» **Work item**
Say how many of the lines below contain the word "this"; nothing else belongs in the answer.

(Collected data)
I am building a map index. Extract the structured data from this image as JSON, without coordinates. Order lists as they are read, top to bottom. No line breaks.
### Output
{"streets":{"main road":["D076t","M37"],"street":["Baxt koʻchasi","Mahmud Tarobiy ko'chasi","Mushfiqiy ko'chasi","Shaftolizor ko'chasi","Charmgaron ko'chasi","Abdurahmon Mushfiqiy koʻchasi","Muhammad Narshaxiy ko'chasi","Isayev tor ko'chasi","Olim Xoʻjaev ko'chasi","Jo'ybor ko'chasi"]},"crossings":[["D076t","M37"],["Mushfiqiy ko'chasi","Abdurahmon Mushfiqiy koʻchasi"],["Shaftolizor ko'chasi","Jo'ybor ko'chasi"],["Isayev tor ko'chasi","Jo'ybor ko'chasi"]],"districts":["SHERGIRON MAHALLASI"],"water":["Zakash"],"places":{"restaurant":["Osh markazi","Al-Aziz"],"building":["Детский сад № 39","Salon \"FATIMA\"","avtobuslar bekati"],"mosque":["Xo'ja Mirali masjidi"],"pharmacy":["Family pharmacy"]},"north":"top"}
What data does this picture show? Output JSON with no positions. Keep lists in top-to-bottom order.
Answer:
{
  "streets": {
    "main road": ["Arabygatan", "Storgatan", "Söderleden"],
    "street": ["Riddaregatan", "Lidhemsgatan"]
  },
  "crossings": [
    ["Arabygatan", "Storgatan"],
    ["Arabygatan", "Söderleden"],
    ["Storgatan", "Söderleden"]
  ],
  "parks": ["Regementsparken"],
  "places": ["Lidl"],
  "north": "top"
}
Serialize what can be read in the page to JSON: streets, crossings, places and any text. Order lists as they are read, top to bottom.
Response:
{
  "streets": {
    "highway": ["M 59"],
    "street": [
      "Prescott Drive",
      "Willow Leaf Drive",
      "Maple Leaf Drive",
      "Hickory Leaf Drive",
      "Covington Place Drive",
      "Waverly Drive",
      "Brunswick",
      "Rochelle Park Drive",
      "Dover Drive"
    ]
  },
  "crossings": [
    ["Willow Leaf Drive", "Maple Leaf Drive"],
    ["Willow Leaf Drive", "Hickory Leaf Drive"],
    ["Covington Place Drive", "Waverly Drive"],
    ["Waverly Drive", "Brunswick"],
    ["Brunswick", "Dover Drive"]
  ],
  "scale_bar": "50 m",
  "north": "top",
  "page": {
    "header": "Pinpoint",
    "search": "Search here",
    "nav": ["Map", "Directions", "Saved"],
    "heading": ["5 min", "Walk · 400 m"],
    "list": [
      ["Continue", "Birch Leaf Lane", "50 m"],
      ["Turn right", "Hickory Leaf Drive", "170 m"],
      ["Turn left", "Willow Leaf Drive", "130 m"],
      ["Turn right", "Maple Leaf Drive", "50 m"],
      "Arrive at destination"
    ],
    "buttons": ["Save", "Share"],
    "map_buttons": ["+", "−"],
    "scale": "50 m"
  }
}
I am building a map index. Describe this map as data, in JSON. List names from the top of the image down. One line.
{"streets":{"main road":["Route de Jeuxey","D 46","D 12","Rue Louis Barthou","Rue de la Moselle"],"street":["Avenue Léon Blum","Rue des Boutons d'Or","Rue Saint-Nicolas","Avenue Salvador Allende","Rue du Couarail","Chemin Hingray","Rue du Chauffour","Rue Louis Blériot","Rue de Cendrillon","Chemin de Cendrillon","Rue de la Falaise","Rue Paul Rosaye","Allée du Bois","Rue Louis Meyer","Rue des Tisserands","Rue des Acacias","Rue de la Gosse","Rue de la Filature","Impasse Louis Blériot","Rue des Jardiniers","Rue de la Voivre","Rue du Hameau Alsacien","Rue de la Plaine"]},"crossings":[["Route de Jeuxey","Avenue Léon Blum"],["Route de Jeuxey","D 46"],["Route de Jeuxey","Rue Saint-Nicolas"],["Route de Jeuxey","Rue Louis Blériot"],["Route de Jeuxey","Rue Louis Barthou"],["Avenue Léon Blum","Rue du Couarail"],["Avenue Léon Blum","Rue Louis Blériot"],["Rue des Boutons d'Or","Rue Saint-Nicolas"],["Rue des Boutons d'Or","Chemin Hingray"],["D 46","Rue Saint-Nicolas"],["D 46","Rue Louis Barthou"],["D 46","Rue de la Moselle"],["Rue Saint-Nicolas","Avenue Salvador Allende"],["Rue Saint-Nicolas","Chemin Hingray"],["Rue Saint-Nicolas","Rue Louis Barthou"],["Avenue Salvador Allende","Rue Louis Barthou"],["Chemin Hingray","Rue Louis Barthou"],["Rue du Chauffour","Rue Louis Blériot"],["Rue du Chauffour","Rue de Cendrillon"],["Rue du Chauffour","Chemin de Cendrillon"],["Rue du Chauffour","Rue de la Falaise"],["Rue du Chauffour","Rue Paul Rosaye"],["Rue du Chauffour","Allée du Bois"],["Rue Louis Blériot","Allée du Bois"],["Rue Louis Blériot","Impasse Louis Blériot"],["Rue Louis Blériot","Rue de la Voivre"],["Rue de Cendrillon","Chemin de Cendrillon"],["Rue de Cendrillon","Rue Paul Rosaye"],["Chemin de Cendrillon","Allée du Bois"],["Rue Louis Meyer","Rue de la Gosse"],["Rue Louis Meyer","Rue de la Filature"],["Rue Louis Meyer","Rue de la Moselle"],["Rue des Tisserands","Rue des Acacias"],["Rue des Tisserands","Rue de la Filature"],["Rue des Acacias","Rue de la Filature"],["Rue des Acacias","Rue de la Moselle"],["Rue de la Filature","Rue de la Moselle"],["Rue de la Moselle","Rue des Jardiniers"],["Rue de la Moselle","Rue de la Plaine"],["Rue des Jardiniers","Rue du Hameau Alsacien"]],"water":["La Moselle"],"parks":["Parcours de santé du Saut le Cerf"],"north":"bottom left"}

» **Answer space**
3